• [EXERCISE DETAILS]
Where a line in the material below has the string "compass", please report it.

** TASK INPUT follows **

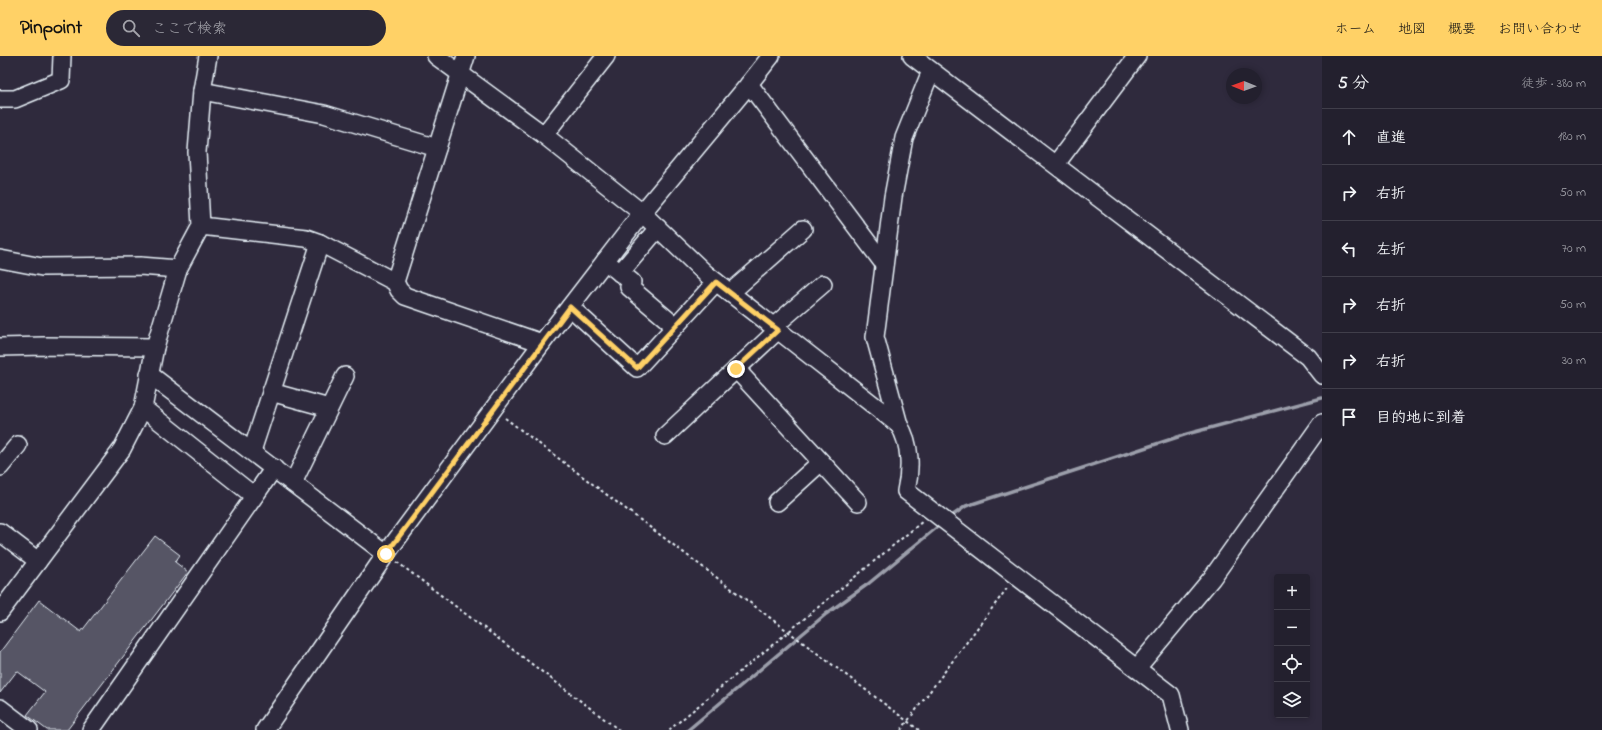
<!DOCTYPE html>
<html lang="ja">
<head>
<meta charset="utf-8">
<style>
	body { margin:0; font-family:"Indie Flower","Klee One",sans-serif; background:#2b2836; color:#f1f3f6 }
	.controls { position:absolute; right:12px; bottom:12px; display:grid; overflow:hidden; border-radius:4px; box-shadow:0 2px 6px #0003 }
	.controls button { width:36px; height:36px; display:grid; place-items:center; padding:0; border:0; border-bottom:1px solid #403e4a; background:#23202e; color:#f1f3f6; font:20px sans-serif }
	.compass { position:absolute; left:1226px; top:12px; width:36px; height:36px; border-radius:50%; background:#23202e; box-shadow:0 2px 6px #0003; rotate:271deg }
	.stop { position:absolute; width:12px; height:12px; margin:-9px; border:3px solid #ffd166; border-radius:50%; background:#fff }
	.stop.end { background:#ffd166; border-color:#fff; box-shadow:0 1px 4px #0008 }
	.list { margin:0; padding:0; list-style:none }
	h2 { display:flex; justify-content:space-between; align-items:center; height:52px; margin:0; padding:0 16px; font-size:17px }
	h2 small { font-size:13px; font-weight:400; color:#a3a3aa }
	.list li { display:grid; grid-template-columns:26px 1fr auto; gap:12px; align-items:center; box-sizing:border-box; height:56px; padding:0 16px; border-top:1px solid #403e4a }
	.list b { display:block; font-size:15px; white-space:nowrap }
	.list em { font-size:13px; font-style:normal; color:#a3a3aa }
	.icon { flex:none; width:22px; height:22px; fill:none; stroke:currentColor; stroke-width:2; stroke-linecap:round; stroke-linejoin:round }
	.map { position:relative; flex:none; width:1322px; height:674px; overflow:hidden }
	header { display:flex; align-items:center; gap:24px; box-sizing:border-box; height:56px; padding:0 20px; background:#ffd166; color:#111 }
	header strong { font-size:19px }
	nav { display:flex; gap:22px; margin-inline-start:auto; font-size:14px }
	.search { width:280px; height:36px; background:#2b2836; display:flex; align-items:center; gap:10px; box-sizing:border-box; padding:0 14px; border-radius:22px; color:#a3a3aa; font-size:15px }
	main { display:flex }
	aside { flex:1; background:#23202e }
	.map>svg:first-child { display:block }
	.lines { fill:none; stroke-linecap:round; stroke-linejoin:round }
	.stream { stroke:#9c9fab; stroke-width:3.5 }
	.building { fill:#575565; stroke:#e8f1f8 }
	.minor-casing { stroke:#e8f1f8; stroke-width:20 }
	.path { stroke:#e8f1f8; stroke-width:2; stroke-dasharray:3 3; stroke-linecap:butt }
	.minor { stroke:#2f2a3d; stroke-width:17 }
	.route { stroke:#ffd166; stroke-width:5 }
</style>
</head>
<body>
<header>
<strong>Pinpoint</strong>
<div class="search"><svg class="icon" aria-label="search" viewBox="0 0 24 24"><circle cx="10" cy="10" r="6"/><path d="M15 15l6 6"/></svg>ここで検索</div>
<nav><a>ホーム</a><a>地図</a><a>概要</a><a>お問い合わせ</a></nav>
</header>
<main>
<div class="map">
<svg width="1322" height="674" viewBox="0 0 1322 674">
	<rect width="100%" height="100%" fill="#2f2a3d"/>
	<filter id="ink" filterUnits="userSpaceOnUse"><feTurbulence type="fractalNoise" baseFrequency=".025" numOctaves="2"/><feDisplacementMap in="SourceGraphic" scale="8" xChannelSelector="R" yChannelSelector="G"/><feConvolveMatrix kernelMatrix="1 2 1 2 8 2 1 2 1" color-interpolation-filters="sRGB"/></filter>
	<g filter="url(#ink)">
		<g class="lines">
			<g class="stream">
				<path d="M949,462L966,450L1187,378L1322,342"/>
				<path d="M688,674L826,558L868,528L941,468"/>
			</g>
		</g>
		<path class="building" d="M155,480L180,499L175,506L188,516L67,674H47L27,659L45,636L17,615L0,637V596L39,544L81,576Z"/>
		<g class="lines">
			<defs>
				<g id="minor">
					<path d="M436,0L544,79L642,157L706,218L899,369"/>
					<path d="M912,0L1308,301L1322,319"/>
					<path d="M931,15L904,82L893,141L875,281L899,369C911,388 911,414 906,435L1171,639L1180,674"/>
					<path d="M749,28L884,208"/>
					<path d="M202,35L324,58L437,92"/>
					<path d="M0,43H15L61,24L62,0"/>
					<path d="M544,79L606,0"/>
					<path d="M1056,108L1137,0"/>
					<path d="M201,170L306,182L320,187L395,226L399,234L405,240L542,287"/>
					<path d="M0,203L42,211L140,210L178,213"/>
					<path d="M605,205L632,226L629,231L675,270"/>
					<path d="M620,217L658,172"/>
					<path d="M395,226L466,0"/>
					<path d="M730,237L803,173"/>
					<path d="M570,251L637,312L716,226"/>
					<path d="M773,271L823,228"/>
					<path d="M0,291L44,290L155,291"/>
					<path d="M736,313L858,446"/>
					<path d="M149,318L386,498"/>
					<path d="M271,336L329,352"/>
					<path d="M143,352L254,440"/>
					<path d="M665,380L778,274"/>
					<path d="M252,395L320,187"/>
					<path d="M0,411L18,389"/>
					<path d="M293,427L345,320"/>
					<path d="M777,446L821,406"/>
					<path d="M0,476L38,505"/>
					<path d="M0,556L122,393L143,352L155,291L178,213L201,170L197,96L202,35L208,0"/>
					<path d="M1137,612L1212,522L1322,367"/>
					<path d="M0,652L29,674"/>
					<path d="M91,674L274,412"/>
					<path d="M265,674L386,498L542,287L642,157L745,33L771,0"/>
				</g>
			</defs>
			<use href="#minor" class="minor-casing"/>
			<g class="path">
				<path d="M505,362L919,674"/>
				<path d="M397,506L619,674"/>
				<path d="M669,674L923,465"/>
				<path d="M901,674L1008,531"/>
			</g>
			<use href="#minor" class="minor"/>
		</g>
	</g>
	<g class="lines" filter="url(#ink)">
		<path class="route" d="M386,498L570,251L637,312L716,226L778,274L736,313"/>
	</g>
</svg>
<div class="controls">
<button>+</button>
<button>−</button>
<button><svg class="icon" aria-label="locate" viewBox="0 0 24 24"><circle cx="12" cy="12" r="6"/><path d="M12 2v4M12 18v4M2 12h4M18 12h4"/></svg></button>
<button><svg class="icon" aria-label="layers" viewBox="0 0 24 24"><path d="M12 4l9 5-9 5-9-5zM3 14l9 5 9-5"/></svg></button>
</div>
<svg class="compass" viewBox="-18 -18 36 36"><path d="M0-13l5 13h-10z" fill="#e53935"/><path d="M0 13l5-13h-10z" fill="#a3a3aa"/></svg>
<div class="stop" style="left:386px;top:498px"></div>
<div class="stop end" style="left:736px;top:313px"></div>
</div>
<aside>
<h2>5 分<small>徒歩 · 380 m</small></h2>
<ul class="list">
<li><svg class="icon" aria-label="ahead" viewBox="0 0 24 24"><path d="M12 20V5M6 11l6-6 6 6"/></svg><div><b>直進</b></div><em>180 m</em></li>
<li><svg class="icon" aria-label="right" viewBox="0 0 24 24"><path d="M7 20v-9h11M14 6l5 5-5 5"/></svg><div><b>右折</b></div><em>50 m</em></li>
<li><svg class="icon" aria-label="left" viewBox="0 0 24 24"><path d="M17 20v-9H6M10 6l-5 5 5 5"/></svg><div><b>左折</b></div><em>70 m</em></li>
<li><svg class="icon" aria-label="right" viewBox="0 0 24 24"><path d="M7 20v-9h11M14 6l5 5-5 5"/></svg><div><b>右折</b></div><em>50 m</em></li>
<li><svg class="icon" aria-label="right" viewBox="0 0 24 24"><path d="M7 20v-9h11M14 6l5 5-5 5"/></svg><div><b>右折</b></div><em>30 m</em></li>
<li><svg class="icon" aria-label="arrive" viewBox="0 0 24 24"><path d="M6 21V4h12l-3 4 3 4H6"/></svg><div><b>目的地に到着</b></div></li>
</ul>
</aside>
</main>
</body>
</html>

** End of TASK INPUT **

• [EXERCISE SOLUTION]
	.compass { position:absolute; left:1226px; top:12px; width:36px; height:36px; border-radius:50%; background:#23202e; box-shadow:0 2px 6px #0003; rotate:271deg }
<svg class="compass" viewBox="-18 -18 36 36"><path d="M0-13l5 13h-10z" fill="#e53935"/><path d="M0 13l5-13h-10z" fill="#a3a3aa"/></svg>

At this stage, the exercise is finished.